Delegacja jednego z plemion Aborygenów ma w przyszłym miesiącu odwiedzić Kopiec Kościuszki w Krakowie! To element akcji Polonii i organizacji kościuszkowskich, które walczą o utrzymanie polskiej nazwy najwyższej góry Australii.

REKLAMA

Od lat walczymy o utrzymanie nazwy "Góra Kościuszki". Jest wiele zakusów na to, by zmienić ją na bardziej związaną z rdzenną ludnością Australii. A prawda jest taka, że Paweł Edmund Strzelecki miał prawo nazwać odkryty przez siebie szczyt imieniem Najwyższego Naczelnika Siły Zbrojnej i zrobił to, bo góra do złudzenia przypominała mu nasz krakowski Kopiec Kościuszki - powiedział cytowany w materiałach prasowych Felix Molski, australijski działacz polonijny, podróżnik i członek organizacji Kosciuszko Heritage.

Prezes Komitetu Kopca Kościuszki Mieczysław Rokosz zwrócił uwagę, że Góra Kościuszki, zdobyta i tak nazwana w 1840 r. przez Strzeleckiego jest - chronologicznie rzecz biorąc - trzecim monumentalnym upamiętnieniem Kościuszki na świecie. Pierwszym jest oczywiście wzniesiony w latach 1820-1823 krakowski kopiec Kościuszki, drugim - pomnik ufundowany przez pierwszą generację kadetów Akademii Wojskowej w West Point nad Hudson. Ten monument powstawał w latach 1825-1828 - wyliczał prezes.

Obronie nazwy Góry Kościuszki - czytamy w komunikacie dla mediów - ma także pomóc zaproszenie Aborygenów do Krakowa. To właśnie jedno z ich plemion ma pod swoją pieczą Park Narodowy Kościuszki, na terenie którego znajduje się góra nosząca imię przywódcy insurekcji. W październiku przyjadą do stolicy Małopolski na specjalne zaproszenie Komitetu Kopca Kościuszki.

To kolejny etap budowania przez nas niezwykłego mostu współpracy i porozumienia - jednym z jego przęseł jest kopiec, drugim - Góra Kościuszki. Bo uświadomienie Aborygenom tego, jak wielkie znaczenie ma Tadeusz Kościuszko dla historii powszechnej, jest tu kluczowe. Wierzę, że październikowe obchody Roku Tadeusza Kościuszki zrobią na nich ogromne wrażenie - i zapewnią poparcie całej sprawie - wskazał Rokosz.

W jego opinii, gdyby Kościuszko znalazł się w Australii wtedy, gdy James Cook zdobywał Australię dla Imperium brytyjskiego - to z pewnością byłby przyjacielem i obrońcą Aborygenów.

Miesiąc temu władze Komitetu Kopca Kościuszki poleciały do Australii, by wejść na Górę Kościuszki. Chciały w ten sposób poprzeć środowiska polonijne w walce o zachowanie nazwy. Rokosz zaznaczył, że Polacy znajdują poparcie wśród mieszkańców Australii.

W drodze powrotnej z Melbourne do Sydney odwiedziliśmy szereg miejsc związanych z przemarszem Pawła Edmunda Strzeleckiego. Każde z nich jest upamiętnione obeliskiem, który wznosili mieszkańcy tych miejscowości w latach 20. ubiegłego wieku.

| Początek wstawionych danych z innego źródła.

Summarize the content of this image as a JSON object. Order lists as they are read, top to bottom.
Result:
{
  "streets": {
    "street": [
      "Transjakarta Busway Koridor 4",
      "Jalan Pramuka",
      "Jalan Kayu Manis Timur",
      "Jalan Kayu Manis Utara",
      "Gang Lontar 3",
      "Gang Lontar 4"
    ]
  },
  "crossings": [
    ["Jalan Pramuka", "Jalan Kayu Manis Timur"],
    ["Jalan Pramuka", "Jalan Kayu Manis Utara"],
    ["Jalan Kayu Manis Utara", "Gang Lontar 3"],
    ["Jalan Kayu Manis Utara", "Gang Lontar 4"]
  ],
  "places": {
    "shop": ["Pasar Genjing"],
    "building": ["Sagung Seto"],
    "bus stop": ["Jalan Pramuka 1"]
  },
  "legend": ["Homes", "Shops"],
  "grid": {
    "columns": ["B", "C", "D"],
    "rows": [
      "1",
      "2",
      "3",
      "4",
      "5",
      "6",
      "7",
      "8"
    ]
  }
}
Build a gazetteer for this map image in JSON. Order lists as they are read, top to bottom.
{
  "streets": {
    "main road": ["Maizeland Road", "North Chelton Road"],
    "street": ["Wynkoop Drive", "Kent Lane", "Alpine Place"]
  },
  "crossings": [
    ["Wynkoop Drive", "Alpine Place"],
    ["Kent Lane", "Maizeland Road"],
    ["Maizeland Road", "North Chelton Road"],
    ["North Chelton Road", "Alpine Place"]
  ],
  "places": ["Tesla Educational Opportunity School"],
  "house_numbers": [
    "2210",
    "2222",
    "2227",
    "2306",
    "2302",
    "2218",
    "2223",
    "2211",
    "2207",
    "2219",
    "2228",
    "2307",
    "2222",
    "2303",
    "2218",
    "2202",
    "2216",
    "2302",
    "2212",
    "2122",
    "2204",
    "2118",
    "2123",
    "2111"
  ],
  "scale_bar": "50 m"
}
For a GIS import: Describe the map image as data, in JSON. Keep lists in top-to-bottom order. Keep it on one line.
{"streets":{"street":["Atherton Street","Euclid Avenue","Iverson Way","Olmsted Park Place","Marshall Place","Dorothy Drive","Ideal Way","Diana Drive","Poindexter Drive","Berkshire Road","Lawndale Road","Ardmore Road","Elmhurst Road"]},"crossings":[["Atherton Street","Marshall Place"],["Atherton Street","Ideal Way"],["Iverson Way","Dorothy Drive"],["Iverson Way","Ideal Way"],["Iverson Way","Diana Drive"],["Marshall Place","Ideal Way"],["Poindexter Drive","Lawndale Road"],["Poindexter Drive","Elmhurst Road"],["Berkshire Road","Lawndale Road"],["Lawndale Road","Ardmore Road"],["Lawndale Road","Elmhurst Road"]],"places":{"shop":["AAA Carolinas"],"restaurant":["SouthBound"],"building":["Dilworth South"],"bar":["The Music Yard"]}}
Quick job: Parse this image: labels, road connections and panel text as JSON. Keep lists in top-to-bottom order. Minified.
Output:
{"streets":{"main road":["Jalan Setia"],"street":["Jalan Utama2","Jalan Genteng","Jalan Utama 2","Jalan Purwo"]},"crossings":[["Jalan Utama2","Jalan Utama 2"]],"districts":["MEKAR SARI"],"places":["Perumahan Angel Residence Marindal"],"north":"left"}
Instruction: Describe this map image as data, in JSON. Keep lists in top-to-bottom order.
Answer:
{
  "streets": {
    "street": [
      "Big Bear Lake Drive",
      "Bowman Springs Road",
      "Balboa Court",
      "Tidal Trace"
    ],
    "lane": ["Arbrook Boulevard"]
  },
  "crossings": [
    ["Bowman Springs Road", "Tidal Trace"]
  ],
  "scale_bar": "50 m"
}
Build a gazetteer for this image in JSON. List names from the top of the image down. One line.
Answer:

To namacalny dowód na docenianie zasług Strzeleckiego dla Australii - podkreślił, dodając, że największy pomnik Strzeleckiego stoi w Jindabyne nad zalewem na Śnieżnej Rzece (Snowy River).

W Krakowie trwają obchody Roku Kościuszki. W październiku, oprócz wizyty Aborygenów, pod Wawelem odbędzie się też międzynarodowa konferencja "Integracja wokół Kościuszki". Wezmą w niej udział przedstawiciele środowisk kościuszkowskich, które zaprezentują swój wkład w popularyzowanie osoby Kościuszki. Na ten sam miesiąc zaplanowano ogólnopolski Zlot Młodzieży Szkół im. Tadeusza Kościuszki. W programie wydarzenia są m.in. korowód z pochodniami, miejska gra terenowa, lekcja śpiewania pieśni kościuszkowskich z Biblioteką Polskiej Piosenki, spektakl teatralny.